On Kaggle this page(https://www.kaggle.com/alexisbcook/categorical-variables) there's this section of code
s = (X_train.dtypes == 'object')
object_cols = list(s[s].index)
what is s (what kind of object is it) and how does s[s].index work?
On Kaggle this page(https://www.kaggle.com/alexisbcook/categorical-variables) there's this section of code
s = (X_train.dtypes == 'object')
object_cols = list(s[s].index)
what is s (what kind of object is it) and how does s[s].index work?

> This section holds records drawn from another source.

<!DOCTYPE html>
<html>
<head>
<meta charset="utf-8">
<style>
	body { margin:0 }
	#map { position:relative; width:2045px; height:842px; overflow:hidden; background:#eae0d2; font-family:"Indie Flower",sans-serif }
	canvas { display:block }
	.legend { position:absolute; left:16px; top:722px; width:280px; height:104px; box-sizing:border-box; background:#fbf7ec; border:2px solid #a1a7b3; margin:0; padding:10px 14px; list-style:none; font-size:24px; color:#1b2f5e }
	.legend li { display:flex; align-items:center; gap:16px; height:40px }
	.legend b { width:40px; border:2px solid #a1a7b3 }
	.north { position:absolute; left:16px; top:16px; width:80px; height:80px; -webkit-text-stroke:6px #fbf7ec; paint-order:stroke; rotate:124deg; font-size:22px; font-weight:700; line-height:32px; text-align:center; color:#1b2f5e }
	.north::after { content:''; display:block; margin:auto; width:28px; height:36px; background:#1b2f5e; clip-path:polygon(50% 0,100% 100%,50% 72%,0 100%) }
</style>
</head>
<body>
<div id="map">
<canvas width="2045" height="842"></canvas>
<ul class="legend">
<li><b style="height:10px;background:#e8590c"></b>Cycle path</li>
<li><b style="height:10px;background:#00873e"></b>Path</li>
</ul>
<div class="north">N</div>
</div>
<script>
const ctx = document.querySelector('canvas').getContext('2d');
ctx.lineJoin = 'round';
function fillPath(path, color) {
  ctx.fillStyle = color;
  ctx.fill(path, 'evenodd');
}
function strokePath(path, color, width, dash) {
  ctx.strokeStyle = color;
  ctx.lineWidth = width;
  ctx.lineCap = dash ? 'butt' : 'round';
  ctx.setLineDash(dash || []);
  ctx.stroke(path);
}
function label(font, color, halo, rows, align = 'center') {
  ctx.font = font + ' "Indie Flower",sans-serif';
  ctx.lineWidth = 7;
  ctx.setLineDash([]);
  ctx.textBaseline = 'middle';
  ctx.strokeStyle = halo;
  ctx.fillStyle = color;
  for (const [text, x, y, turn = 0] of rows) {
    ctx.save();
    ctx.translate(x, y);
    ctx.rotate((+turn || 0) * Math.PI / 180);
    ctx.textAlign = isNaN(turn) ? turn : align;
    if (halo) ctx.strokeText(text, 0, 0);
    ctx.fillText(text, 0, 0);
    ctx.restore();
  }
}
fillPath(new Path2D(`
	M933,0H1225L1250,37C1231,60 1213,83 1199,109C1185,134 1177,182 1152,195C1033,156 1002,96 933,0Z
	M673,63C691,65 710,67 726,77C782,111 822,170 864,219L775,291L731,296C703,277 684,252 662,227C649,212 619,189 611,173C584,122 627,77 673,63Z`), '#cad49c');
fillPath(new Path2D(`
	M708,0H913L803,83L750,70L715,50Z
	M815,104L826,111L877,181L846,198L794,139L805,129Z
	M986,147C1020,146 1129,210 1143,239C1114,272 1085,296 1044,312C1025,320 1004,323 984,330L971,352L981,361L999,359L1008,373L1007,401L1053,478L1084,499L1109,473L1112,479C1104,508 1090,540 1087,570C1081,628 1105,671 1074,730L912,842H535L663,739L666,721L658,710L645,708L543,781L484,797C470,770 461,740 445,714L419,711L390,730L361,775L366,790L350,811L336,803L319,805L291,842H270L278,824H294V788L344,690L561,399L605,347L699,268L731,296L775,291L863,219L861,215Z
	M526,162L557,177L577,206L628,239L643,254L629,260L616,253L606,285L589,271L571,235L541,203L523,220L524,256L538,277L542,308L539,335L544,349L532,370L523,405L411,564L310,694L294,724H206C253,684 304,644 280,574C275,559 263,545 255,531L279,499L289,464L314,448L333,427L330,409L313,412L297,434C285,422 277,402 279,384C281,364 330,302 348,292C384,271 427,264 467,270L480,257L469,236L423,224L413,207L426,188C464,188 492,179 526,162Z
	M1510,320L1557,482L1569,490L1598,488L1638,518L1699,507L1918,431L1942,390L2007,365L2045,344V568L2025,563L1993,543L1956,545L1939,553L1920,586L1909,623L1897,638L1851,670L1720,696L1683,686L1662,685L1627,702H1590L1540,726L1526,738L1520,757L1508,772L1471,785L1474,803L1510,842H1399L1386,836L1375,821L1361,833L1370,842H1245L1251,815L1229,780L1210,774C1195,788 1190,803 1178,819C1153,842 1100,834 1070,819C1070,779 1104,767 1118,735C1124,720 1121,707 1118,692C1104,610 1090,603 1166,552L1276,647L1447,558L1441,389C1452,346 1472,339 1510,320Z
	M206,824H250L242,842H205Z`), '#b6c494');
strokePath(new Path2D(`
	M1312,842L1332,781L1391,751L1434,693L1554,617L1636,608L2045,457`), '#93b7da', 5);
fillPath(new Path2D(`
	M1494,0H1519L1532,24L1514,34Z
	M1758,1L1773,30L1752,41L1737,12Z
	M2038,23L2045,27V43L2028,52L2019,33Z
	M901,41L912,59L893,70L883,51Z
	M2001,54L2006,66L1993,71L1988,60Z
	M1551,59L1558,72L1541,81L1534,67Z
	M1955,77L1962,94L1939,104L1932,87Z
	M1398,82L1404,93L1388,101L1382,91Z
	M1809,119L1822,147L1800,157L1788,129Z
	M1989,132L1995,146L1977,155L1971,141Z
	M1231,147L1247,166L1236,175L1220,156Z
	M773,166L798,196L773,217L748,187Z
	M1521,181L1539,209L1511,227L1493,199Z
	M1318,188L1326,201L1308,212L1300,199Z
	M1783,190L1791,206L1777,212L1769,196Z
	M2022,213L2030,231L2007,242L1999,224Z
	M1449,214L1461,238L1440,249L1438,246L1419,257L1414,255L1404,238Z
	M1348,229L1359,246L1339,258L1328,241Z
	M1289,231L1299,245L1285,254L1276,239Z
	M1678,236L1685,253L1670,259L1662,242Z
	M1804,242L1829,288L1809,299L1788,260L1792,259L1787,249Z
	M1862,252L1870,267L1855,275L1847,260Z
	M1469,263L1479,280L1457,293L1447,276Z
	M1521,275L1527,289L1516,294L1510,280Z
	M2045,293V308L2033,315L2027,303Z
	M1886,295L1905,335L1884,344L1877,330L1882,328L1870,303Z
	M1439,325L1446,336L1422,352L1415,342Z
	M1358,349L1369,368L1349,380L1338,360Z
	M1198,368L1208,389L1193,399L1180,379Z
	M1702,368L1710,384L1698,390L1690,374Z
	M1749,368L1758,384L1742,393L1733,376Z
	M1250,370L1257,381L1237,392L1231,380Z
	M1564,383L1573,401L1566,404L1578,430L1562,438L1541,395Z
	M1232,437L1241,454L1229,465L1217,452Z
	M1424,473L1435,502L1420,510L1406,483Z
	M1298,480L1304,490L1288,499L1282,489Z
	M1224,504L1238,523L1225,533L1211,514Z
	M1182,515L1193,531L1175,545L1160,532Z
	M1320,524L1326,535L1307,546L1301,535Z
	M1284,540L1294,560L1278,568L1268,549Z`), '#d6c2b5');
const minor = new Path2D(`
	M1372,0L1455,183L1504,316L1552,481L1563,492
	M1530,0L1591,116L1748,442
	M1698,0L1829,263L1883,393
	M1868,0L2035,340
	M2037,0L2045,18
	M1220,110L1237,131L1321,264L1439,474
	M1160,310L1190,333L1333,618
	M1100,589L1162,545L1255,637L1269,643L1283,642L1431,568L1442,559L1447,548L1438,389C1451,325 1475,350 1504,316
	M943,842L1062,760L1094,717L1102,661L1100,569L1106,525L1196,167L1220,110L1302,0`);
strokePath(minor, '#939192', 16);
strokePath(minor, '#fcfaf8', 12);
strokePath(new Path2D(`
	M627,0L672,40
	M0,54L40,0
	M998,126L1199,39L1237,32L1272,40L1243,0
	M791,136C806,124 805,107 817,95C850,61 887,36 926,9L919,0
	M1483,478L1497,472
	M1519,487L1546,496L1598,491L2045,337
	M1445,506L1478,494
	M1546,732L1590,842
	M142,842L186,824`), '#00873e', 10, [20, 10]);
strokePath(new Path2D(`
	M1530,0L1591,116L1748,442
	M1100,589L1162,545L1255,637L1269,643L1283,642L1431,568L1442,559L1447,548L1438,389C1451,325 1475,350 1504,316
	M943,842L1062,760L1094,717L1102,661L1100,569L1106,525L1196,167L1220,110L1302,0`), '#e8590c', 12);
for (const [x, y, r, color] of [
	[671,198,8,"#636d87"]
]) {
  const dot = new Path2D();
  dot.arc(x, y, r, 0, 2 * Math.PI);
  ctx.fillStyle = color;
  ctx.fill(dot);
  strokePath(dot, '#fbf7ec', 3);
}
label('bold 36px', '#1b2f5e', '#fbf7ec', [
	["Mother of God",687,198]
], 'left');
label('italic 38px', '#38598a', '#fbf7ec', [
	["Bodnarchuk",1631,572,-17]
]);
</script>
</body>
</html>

Let's take this DataFrame:
In [2]: X_train = pd.DataFrame([("f", 2)])
In [3]: X_train
Out[3]:
0 1
0 f 2
the first line s = (X_train.dtypes == 'object') creates a series which indicates whether each column in X_train is of the object type (here it is a str, in particular):
In [4]: s = (X_train.dtypes == 'object')
In [5]: s
Out[5]:
0 True
1 False
dtype: bool
the second line merely selects the column names that have the True bool in Series s and returns a list of those columns. This notation uses a trick called boolean array indexing which allows filtering a pandas object by an boolean iterable, which is s in our case:
In [7]: object_cols = list(s[s].index)
In [8]: object_cols
Out[8]: [0]